Put one of these on your driveway and your neighbours will be convinced you’ve won the lottery. OK, maybe not, but it’s a fairly modern luxury car for the money. As long as you like cheap leather and fake wood.
Find a 2.5-litre V6 to give you any hope in justifying buying a Kia Magentis to your mates. You’ll be lucky to get more than teens MPG, but it’ll sound great.
Lexus LS 400
The Lexus LS 400 is often overlooked alongside its German contemporaries, but it was seriously luxurious for its time – and it should prove to be relatively reliable, too.
For our £2,000 budget you should find a good example, but it’s likely to be at least 20 years old – so don’t expect it to be perfect. Drive one and you’ll love it, but look elsewhere if you do high miles. Frugal they ain’t.
Another Jag, and the XJ is more of a ‘true’ Jaguar than the S-Type. Our budget gets you a choice of the X300 (1994-1997) and X308 (1997-2002) models. Although they look largely the same, the former are generally considered to be more reliable.
It might be easier to find a good example of the later X308, however. Its V8 engine (the biggest change, compared to the X300’s straight-six) is a bit more temperamental than its predecessor, so make sure it’s been well looked after with full service history.
There’s a reason taxi drivers love it – the Superb offers VW Group build quality and near-Audi levels of luxury for Fabia money (on the used car market, anyway). While the 1.9-litre turbodiesel is seen as pretty bulletproof, be extra careful to look out for signs of use as a minicab.
We’d be tempted by the 2.5-litre V6 diesel – it combines frugal fuel consumption with decent performance, and it will be less likely to have been used as a cab.
The iconic, original Range Rover was well past its sell-by date, and Rover Group needed a replacement fast. Despite having 24 years to prepare, the result looked a bit like a Metrocab. The P38 model was in production for a relatively-short seven years before BMW called time.

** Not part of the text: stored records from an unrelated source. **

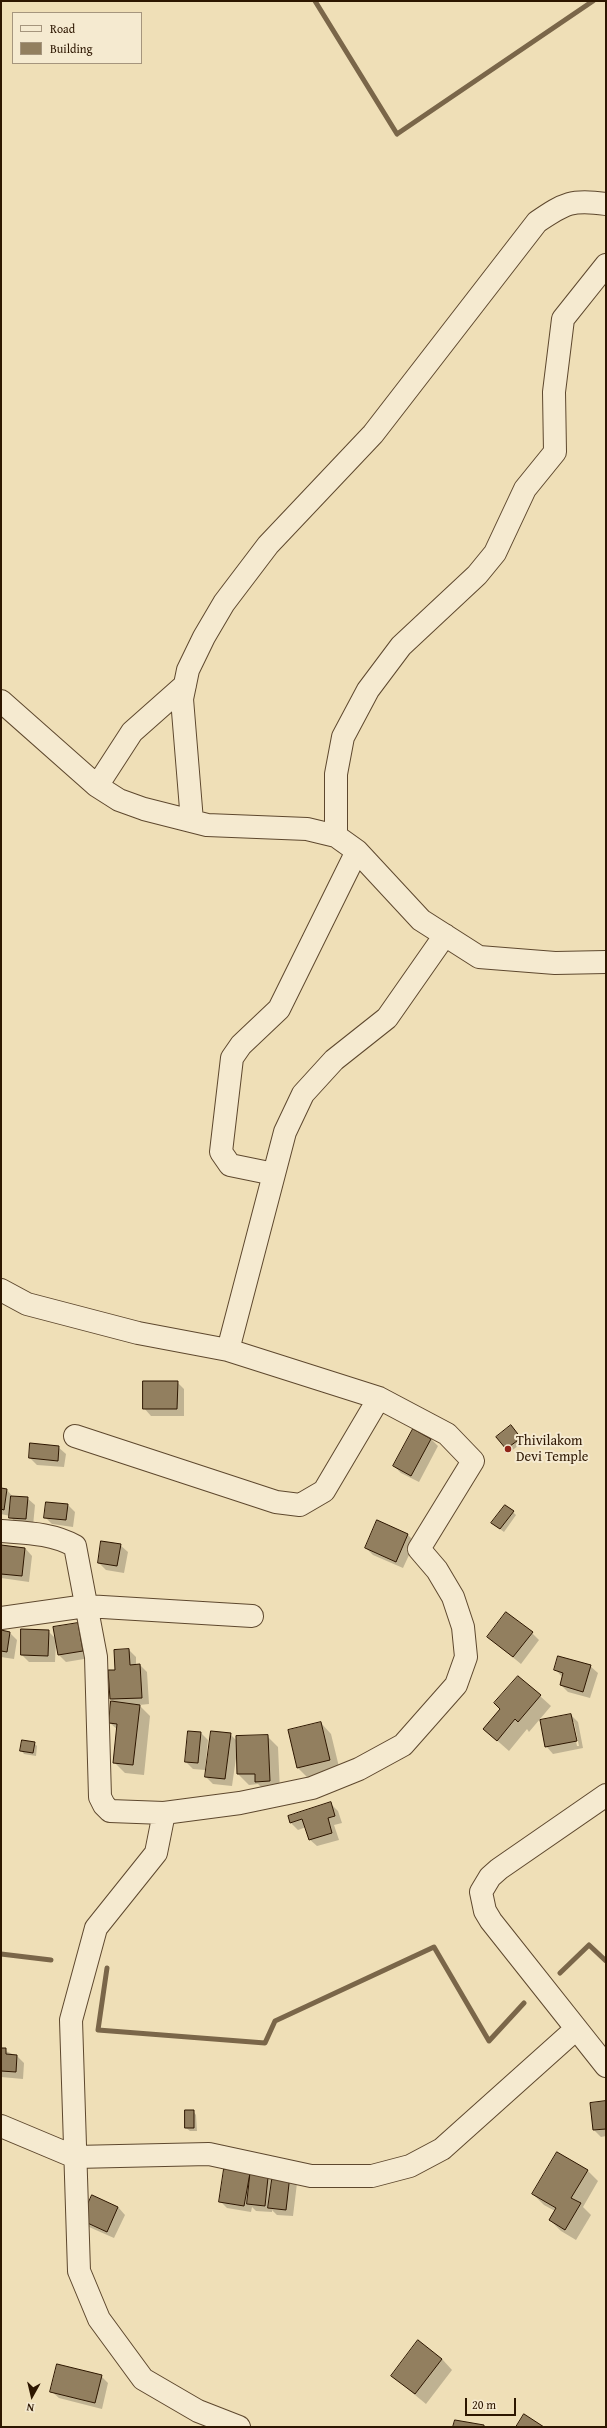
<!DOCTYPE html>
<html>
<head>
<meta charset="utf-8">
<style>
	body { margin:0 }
	#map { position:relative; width:607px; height:2428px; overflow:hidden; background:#efdfb7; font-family:"Gentium Book Plus",serif }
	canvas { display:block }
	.frame { position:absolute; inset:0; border:2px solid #2d1600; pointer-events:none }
	.legend { position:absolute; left:12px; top:12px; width:130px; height:52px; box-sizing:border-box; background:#f5ead0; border:1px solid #a5957d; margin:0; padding:5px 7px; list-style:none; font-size:12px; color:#2d1600 }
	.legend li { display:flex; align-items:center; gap:8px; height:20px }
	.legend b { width:20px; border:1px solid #a5957d }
	.north { position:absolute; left:12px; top:2376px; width:40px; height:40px; -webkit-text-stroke:3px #f5ead0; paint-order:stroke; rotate:188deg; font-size:11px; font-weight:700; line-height:16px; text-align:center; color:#2d1600 }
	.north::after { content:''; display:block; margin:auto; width:14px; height:18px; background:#2d1600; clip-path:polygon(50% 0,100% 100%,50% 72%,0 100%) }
	.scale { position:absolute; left:465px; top:2398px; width:51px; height:18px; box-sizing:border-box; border:2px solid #2d1600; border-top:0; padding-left:5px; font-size:12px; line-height:14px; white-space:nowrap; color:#2d1600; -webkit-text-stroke:3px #f5ead0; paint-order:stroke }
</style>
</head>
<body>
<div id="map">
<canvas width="607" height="2428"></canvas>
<div class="frame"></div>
<ul class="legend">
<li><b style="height:5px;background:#f5ead0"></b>Road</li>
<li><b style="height:11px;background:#927f5f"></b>Building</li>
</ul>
<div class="north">N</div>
<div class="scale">20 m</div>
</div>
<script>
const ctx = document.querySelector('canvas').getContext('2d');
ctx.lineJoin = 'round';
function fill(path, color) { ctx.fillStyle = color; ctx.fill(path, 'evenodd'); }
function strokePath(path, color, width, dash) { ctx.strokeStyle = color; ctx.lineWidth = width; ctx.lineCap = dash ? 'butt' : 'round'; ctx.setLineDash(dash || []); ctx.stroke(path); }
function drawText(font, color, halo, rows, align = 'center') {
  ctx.font = font + ' "Gentium Book Plus",serif'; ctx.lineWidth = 4; ctx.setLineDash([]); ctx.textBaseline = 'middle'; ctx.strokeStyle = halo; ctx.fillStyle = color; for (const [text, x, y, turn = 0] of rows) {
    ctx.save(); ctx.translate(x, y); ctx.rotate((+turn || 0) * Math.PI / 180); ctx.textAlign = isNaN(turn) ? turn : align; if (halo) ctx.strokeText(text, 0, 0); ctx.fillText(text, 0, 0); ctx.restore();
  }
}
const shadow = new Path2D(`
	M177,1382l7,7v27h-33l-7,-8z
	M514,1430l9,12 -13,10 -13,-15z
	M431,1439l7,7 -19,36 -18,-9 -7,-7z
	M58,1447l8,7 -2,13 -27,-2 -7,-7z
	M1,1489l6,1 6,7 14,1 8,7 -2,21 -16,-1 -7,-9 -9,-2z
	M68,1505l7,7 -2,15 -21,-3 -7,-7z
	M513,1512l3,3 -12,17 -8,-6z
	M378,1521l30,14 7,7 -12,26 -30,-13 -7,-7z
	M120,1545l8,7 -4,21 -18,-3 -7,-7z
	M1,1546l24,2 7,8 -3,26 -28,-4z
	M78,1624l7,7 5,27 -24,4 -7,-7 -3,-14 -1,21h-26l-7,-7 26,-24 8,8z
	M1,1631l9,2 7,7 -3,19 -13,-2z
	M532,1633l7,7 -18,24 -33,-27z
	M129,1650l7,7v8h4l7,7 2,32 -10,1 11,11 -6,59 -19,-2 -11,-11 4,-32 -8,-7 4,-20 -3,-4 6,-28z
	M590,1666l8,7 -8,25 -22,-6 -7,-7 2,-7 -7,-8z
	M540,1696l11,10 -22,26 -2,-3 -18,22 -25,-22z
	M571,1715l7,7 5,26 -30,6 -7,-8zM572,1722h2l5,24h-2z
	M321,1723l10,11 9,37 -32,7 -10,-10z
	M201,1733l7,7 -3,30 -12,-1 -7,-7z
	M230,1734l7,7 30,-5 11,11 2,45h-14l-8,-8 -9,1 -11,-11 -1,-23 -5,35 -19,-2 -7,-7z
	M34,1743l3,3 -1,10 -12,-2 -3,-4z
	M331,1804l7,7 4,12 -8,2 5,15 -22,6 -8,-7 -3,-12 -8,3 -7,-7z
	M1,2049l16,7 7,7 -1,16 -22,-2z
	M606,2102v34l-5,1 -7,-7z
	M193,2111l3,4 1,16h-7l-4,-3z
	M252,2168l45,15 -4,33 -16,-1 -5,-5v2l-16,-1 -4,-4 -1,5 -24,-4 -7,-7 29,-27 2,2z
	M587,2170l11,11 -15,26 8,8 -15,25 -15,-9 -11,-11 5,-9 -11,-6 -11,-11z
	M118,2207l7,8 -11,23 -25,-11 -7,-7z
	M442,2359l10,11 -26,34 -34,-28z
	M101,2376l7,7 -6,26 -43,-11 -8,-7z`);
const stream = new Path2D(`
	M315,1l82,133 196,-133
	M1,1954l50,6
	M107,1968l-9,62 167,13 10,-22 159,-74 55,94 35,-38
	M560,1973l29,-28 17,16`);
const building = new Path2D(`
	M143,1381h35l-1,28h-34z
	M511,1425l10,13 -15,11 -10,-12z
	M413,1429l18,10 -20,37 -18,-10z
	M30,1443l29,3 -1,15 -29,-3z
	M1,1488l6,1 -3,21 -3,-1z
	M11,1496l17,1 -2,22 -17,-1z
	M46,1502l22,2 -2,16 -22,-2z
	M505,1505l9,6 -14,18 -9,-6z
	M377,1520l31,14 -12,28 -31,-14z
	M101,1541l20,3 -4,22 -19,-3z
	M1,1545l24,3 -3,28 -21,-2z
	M506,1612l27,20 -20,25 -26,-20z
	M78,1623l5,28 -25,4 -5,-28z
	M21,1629l28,1 -1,26 -27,-1z
	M1,1630l9,2 -3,20 -6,-1z
	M129,1649l1,16 10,-1 2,34 -32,1 -2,-29h7l-1,-20z
	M558,1656l33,9 -8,27 -23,-7 3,-12 -9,-3z
	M518,1676l23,19 -23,27 -3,-3 -18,22 -14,-12 17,-20 -6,-6z
	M111,1701l29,4 -7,60 -20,-2 4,-39 -8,-1z
	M571,1714l6,27 -32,6 -5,-27z
	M321,1722l9,38 -33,8 -9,-38z
	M188,1731l13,1 -3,31 -13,-1z
	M211,1731l20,2 -6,46 -20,-2z
	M268,1735l2,46 -15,1v-8h-18l-1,-38z
	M22,1740l13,2 -2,11 -13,-2z
	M331,1802l4,14 -7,2 4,15 -23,7 -7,-21 -12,4 -2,-7z
	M1,2048h5v6l11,1 -1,17 -15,-1z
	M606,2101v28l-13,1 -3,-27z
	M185,2110h9v18h-9z
	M557,2152l31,18 -17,28 10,5 -16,27 -16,-10 7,-12 -24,-14z
	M251,2167l18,1 -4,38 -18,-2z
	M224,2169l26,4 -6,33 -25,-4z
	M273,2173l17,2 -4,35 -18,-2z
	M92,2195l26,12 -11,25 -26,-12z
	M418,2340l24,19 -27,35 -24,-18z
	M57,2364l45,11 -7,28 -45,-11z
	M524,2414l20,13h-28z
	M455,2420l29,5v2h-31z`);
const minor = new Path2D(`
	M1,701l96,85 22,14 25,9 63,16 100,4 29,7 21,15 64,69 58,37 76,6 51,-1
	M97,786l35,-54 53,-47
	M192,821l-10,-122 6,-29 16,-33 20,-34 44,-58 105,-111 164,-212c28,-19 35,-23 69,-18
	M336,836v-62l7,-37 25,-47 33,-44 76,-71 18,-22 30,-64 30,-37 -1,-60 9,-73 43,-54
	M274,1174l-44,-9 -9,-13 11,-94 9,-13 38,-36 78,-158
	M1,1290l26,14 111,29 90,17 151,48 68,36 26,27 -54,88 18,21 16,27 10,30 3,30 -10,28 -53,60 -44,24 -47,19 -72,15 -76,10 -54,-2 -6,-6 -4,-8 -4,-140 -21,-111c-23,-13 -49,-13 -74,-15
	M228,1350l57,-218 18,-38 31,-34 53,-42 58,-83
	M75,1436l201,66 24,3 24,-14 55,-93
	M1,1618l85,-12 166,10
	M606,1795l-107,74 -9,8 -9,15 4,19 6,10 115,145
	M164,1813l-8,40 -60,75 -25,92 8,251 20,48 44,60 55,32 41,16
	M1,2126l74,31 134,-3 102,22h61l38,-10 32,-17 134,-120`);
const markers = [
	[508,1449,4,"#8f2418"]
];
const poiNames = [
	["Thivilakom",516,1441],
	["Devi Temple",516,1457]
];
fill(shadow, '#0003');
strokePath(stream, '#7a6649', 5);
fill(building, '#927f5f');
strokePath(building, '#2d1600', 1);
strokePath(minor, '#5e482e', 24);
strokePath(minor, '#f5ead0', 22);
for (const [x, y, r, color] of markers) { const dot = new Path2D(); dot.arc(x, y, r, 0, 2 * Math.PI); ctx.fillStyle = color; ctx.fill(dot); strokePath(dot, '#f5ead0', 1.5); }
drawText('14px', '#2d1600', '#f5ead0', poiNames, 'left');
</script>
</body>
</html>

The unloved Range Rover is a bit of a bargain, however. Sure, it might suffer from a reputation for dodgy electrics (a bit like the Titanic suffers a bit of a reputation for sinking), but when it’s working the P38 is a great car. Avoid the BMW 2.5-litre turbodiesel (it’s horrendously slow) and hunt out a V8 for the true Range Rover experience.
Our £2,000 budget will buy you a lovely second-generation A6 from a time when Audis were still relatively understated. There are lots of turbodiesels around and, while they’re known to be fairly tough, we’d go for a petrol.
While the 2.4-litre V6 isn’t exactly quick (producing 170hp and hitting 62mph in 9.3 seconds), its sound is much more in-keeping with the executive image the A6 projects. The model’s aged particularly well in our opinion, and when it was new it was rated as one of the cheapest luxury cars to run.
Want your £2,000 luxury car to have Porsche-baiting performance? The 9-3 HOT Aero, powered by a 2.3-litre turbo, could accelerate from 40-90mph quicker than a 911 Turbo at the time. Saab initially claimed it produced 230hp, but later admitted that this was a conservative figure – with manuals actually producing around 250hp.
The biggest downside to the hot Saab? All that power through its front wheels meant it wasn’t the nimblest of handlers. Oh, and you better get used to people pointing out that it’s essentially a Vauxhall Vectra underneath. Still, you’ll be able to out-accelerate 911 Turbos down motorway slip roads.
BMW 5 Series
We’ll end where we started – with a BMW. The ‘E39’ BMW 5 Series is arguably the last attractive 5 Series, and it’s aged extremely well. Avoid low-spec examples – if you’re buying an E39, a 520i with a manual gearbox and cloth seats isn’t the way to do it.
Stick with the petrols (there’s a theme developing here…), and hunt out a 525i, 528i or 530i, ideally in desirable Sport trim. Don’t be put off by high miles but look out for detailed service histories and signs it’s been cared for – these are often bought cheap and maintained on a budget, which isn’t ideal.